### TASK DETAILS
Determine how many lines of the entries include the word "center", and report that number with no further text.

### Stored entries
◇ ◇ ◇ ◇ ◇ ◇ ◇
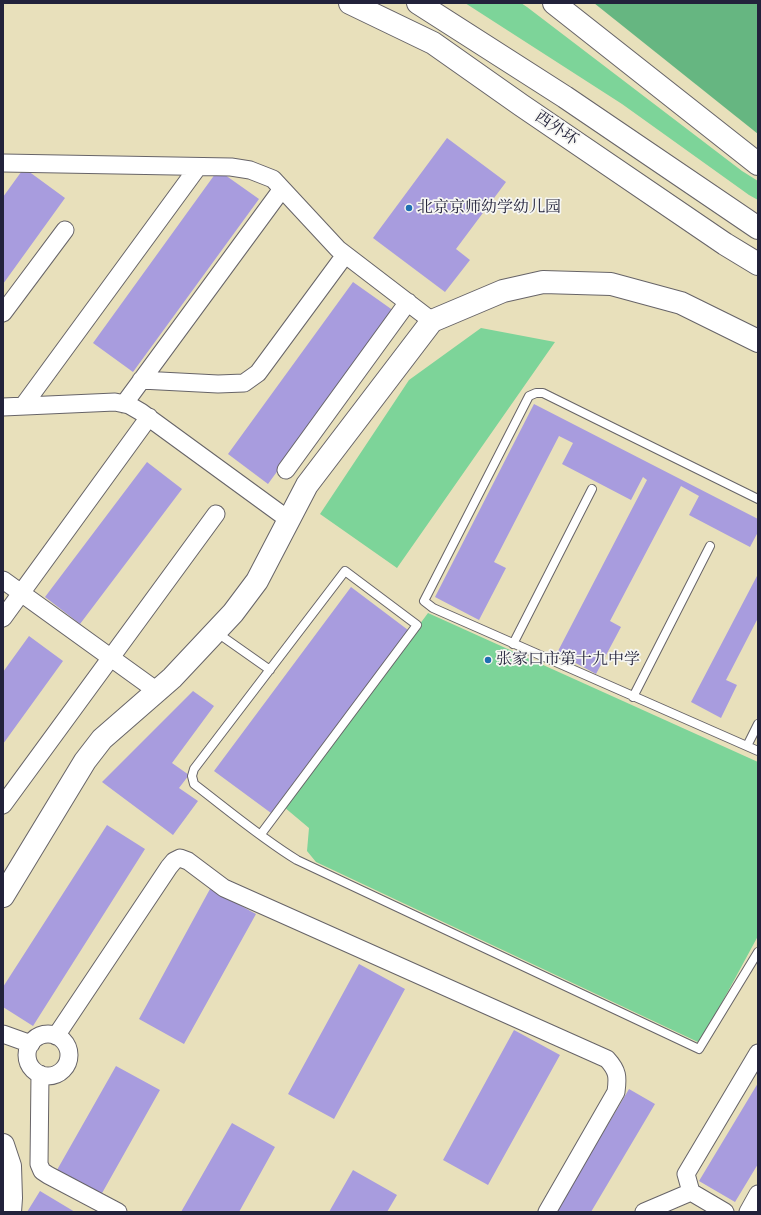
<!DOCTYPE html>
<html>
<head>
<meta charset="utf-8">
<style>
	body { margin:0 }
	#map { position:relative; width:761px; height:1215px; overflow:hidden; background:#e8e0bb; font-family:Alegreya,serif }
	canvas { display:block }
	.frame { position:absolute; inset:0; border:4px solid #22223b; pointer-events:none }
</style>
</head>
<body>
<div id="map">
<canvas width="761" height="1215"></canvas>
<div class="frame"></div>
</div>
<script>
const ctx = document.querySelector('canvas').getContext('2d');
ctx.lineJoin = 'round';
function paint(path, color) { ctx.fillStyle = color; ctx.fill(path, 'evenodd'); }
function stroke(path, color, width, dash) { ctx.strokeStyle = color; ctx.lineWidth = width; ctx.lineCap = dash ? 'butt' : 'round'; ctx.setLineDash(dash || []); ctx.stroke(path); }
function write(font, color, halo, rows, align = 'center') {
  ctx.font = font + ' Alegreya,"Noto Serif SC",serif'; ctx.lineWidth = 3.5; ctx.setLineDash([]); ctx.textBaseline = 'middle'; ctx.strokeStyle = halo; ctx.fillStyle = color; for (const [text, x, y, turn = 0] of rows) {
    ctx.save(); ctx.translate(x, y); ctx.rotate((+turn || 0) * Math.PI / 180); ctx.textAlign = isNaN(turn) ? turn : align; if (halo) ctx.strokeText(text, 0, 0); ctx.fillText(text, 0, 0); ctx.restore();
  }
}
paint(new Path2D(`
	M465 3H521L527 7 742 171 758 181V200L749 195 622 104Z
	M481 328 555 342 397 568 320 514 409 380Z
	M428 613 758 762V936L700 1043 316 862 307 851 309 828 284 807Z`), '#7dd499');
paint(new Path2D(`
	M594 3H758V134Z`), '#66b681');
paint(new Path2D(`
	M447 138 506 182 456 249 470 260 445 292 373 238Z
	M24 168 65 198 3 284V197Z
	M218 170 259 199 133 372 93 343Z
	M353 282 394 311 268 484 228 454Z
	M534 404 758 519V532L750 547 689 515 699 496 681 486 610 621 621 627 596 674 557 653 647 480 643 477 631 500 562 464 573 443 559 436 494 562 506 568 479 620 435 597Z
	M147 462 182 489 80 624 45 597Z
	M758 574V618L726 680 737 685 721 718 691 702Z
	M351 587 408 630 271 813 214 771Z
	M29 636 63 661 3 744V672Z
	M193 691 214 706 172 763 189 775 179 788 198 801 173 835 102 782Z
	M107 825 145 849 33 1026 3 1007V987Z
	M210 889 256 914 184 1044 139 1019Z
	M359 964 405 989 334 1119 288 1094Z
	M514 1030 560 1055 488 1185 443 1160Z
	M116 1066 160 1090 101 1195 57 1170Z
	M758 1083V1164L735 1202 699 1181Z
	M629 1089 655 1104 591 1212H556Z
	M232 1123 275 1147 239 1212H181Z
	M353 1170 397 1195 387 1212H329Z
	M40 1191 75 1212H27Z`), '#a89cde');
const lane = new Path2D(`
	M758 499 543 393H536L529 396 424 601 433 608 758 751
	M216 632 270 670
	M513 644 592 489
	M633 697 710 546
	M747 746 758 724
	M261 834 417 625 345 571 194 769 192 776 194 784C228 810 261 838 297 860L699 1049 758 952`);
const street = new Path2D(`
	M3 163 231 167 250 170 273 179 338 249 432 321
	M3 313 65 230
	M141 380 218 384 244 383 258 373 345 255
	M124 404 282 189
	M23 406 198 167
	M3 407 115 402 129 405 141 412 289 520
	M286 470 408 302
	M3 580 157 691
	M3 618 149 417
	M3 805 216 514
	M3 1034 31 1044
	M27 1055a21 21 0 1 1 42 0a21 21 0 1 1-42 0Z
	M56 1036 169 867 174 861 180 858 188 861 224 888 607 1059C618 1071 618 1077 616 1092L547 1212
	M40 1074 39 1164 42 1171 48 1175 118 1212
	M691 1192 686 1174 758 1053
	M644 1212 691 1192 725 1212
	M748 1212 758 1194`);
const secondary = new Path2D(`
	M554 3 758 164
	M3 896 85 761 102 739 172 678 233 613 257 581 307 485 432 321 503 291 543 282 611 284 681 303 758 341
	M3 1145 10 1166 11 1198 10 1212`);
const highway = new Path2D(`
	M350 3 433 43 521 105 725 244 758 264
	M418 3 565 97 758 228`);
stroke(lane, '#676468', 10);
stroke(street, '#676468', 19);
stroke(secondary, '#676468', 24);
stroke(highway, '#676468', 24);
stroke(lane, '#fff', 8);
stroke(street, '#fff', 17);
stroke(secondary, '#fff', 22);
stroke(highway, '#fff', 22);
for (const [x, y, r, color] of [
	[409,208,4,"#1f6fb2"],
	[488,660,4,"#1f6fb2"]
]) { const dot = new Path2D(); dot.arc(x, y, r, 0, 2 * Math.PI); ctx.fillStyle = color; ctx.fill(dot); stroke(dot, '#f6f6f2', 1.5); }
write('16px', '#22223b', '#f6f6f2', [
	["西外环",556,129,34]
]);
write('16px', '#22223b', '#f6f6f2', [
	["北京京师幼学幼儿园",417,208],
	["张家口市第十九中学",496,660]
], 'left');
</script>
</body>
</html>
◇ ◇ ◇ ◇ ◇ ◇ ◇
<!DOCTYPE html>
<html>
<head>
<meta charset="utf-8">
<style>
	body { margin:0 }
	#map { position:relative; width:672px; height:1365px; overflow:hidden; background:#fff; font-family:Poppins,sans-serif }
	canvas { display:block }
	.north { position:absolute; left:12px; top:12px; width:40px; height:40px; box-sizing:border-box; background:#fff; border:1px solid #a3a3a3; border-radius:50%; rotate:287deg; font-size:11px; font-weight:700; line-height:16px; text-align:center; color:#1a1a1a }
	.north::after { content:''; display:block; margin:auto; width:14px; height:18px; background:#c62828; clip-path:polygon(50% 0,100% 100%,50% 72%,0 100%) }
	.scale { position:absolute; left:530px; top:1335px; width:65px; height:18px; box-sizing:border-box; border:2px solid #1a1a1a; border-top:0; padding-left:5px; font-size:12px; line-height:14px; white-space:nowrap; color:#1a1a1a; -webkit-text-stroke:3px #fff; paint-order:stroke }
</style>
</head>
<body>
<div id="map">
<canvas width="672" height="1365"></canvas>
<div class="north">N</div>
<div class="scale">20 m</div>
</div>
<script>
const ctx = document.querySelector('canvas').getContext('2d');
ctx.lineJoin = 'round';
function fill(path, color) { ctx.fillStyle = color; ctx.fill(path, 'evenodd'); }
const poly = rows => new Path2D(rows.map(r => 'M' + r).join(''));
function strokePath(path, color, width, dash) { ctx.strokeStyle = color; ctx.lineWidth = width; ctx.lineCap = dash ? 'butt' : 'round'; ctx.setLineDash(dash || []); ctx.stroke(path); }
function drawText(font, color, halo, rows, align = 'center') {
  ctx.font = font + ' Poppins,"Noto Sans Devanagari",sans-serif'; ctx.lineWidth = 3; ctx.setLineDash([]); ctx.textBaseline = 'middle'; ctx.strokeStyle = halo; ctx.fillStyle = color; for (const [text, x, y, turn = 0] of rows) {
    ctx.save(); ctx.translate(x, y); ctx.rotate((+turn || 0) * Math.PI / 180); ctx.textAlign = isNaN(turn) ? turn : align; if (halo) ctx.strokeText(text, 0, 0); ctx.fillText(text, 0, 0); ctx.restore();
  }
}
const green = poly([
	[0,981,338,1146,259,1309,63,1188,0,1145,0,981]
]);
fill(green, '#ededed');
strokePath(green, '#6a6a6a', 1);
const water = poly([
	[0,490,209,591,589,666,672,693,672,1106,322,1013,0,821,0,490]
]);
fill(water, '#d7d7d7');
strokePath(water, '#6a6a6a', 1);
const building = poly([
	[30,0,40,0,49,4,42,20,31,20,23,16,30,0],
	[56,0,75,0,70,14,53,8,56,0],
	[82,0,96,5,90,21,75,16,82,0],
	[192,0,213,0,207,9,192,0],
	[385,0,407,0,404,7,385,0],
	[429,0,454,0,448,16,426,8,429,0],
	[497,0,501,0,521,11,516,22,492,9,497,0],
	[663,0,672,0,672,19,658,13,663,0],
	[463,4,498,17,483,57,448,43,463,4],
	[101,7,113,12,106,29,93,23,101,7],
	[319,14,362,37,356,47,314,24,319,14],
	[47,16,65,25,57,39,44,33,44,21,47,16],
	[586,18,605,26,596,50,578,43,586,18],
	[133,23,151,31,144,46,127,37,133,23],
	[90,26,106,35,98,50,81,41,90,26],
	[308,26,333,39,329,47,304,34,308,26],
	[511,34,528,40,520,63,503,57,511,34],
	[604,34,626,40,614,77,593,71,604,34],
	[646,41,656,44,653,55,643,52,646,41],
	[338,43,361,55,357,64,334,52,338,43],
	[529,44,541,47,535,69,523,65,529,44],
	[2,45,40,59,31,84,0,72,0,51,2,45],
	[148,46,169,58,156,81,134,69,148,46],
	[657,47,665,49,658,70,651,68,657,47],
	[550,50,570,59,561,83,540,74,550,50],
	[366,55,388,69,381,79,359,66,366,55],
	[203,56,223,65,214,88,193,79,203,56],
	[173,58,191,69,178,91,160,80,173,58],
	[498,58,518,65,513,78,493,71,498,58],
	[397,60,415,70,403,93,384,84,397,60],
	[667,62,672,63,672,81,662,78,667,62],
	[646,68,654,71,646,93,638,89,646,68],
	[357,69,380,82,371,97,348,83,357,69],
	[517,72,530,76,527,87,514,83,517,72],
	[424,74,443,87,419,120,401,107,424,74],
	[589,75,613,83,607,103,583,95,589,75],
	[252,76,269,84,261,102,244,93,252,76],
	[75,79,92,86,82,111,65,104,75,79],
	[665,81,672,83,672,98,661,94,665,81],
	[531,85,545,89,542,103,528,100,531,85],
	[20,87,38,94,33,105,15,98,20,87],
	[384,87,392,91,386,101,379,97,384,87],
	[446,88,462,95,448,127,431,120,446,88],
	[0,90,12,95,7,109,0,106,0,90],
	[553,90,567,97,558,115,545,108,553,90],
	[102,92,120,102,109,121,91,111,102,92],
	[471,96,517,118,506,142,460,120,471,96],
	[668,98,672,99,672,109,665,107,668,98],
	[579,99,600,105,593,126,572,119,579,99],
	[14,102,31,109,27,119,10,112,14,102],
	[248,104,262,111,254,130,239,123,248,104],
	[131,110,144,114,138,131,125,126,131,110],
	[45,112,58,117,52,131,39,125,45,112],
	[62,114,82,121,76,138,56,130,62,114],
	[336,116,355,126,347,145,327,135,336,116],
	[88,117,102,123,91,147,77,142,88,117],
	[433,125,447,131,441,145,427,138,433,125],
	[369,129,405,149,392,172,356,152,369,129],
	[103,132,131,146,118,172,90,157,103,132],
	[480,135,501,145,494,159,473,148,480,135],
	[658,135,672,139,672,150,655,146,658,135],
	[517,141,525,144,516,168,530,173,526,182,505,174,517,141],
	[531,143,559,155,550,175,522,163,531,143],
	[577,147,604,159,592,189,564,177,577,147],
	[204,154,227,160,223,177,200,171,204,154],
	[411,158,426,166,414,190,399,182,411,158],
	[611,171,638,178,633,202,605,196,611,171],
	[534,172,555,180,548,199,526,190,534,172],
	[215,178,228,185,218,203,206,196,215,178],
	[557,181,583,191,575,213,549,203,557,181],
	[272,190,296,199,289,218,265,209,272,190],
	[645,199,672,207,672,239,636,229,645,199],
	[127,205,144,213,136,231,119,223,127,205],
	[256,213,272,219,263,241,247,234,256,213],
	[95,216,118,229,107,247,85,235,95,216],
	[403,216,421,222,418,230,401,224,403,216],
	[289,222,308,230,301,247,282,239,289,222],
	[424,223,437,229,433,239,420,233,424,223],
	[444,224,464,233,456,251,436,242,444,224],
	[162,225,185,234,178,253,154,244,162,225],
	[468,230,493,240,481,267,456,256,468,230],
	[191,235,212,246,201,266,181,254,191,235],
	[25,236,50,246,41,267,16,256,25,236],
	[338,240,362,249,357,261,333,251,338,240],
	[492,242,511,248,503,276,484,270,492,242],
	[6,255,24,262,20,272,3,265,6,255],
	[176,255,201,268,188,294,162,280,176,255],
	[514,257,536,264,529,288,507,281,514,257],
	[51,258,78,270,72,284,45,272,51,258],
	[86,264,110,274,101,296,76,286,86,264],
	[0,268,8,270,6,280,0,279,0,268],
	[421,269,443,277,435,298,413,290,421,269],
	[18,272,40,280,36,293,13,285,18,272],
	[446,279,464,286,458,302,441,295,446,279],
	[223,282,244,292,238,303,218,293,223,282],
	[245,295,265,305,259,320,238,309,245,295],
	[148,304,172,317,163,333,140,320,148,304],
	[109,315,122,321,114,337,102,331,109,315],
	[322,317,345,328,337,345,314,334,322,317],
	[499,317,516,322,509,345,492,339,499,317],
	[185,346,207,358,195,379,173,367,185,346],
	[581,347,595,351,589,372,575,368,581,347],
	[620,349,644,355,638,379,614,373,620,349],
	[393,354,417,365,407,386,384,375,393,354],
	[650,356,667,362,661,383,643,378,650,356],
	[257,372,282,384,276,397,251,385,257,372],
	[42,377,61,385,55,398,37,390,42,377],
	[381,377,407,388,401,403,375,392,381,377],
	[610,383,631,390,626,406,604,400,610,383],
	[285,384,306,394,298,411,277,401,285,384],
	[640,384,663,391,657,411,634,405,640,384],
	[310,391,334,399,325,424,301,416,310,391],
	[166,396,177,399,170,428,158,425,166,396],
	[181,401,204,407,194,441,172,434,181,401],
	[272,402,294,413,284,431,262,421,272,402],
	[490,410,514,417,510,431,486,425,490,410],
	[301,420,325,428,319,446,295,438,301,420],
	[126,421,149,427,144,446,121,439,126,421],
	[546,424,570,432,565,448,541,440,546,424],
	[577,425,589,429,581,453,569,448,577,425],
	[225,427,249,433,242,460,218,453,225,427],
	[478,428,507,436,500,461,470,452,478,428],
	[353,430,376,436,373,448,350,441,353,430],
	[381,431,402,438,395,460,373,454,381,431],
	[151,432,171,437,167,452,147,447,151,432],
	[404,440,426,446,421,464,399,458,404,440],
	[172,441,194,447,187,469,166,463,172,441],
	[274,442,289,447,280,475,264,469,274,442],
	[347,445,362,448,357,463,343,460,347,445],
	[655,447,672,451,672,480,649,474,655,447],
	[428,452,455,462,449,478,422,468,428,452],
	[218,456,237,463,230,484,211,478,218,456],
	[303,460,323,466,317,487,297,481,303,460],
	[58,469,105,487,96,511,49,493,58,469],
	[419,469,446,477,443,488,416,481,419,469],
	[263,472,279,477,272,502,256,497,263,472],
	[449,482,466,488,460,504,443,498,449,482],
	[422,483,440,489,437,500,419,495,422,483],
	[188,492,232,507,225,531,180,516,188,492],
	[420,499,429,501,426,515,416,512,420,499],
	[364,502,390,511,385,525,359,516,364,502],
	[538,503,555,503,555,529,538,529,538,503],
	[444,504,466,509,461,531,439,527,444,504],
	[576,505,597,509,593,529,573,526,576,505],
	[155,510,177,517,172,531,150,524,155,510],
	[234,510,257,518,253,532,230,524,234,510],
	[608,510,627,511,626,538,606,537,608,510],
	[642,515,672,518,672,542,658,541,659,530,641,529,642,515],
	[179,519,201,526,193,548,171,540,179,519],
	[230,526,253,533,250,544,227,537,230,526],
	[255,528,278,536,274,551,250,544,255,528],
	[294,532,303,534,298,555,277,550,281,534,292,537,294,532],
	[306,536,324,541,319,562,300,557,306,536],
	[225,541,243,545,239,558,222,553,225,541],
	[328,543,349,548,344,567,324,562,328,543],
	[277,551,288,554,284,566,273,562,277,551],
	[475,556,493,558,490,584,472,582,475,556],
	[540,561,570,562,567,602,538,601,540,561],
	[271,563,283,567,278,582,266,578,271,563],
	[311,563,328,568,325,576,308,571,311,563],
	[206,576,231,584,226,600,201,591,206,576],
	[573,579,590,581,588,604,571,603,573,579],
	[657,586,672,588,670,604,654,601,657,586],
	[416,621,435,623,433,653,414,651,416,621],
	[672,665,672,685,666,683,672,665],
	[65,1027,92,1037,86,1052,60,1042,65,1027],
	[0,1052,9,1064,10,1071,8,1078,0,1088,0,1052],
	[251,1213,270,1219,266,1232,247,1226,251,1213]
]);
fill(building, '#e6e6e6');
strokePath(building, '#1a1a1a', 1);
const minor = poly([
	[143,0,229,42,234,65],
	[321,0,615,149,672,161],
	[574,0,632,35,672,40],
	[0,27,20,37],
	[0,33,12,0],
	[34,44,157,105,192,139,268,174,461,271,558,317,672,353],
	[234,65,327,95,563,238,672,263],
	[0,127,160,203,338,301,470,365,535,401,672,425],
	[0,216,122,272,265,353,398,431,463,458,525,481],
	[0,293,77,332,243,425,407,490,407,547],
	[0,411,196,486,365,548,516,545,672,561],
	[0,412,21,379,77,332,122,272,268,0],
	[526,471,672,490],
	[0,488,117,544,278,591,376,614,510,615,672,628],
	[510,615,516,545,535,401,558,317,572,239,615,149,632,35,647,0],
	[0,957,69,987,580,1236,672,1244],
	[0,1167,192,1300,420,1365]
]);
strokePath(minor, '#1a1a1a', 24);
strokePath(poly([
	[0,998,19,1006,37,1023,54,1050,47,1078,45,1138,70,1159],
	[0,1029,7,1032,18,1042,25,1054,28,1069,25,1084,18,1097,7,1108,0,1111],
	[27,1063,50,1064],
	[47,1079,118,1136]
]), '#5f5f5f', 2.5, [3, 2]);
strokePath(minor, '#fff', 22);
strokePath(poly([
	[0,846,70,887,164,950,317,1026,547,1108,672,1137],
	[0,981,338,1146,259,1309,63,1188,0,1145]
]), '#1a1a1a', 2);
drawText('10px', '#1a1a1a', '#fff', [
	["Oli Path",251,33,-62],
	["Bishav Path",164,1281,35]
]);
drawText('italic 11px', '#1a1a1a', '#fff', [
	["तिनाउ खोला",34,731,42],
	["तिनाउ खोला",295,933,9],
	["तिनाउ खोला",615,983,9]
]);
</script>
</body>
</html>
◇ ◇ ◇ ◇ ◇ ◇ ◇
### WORKED SOLUTION
3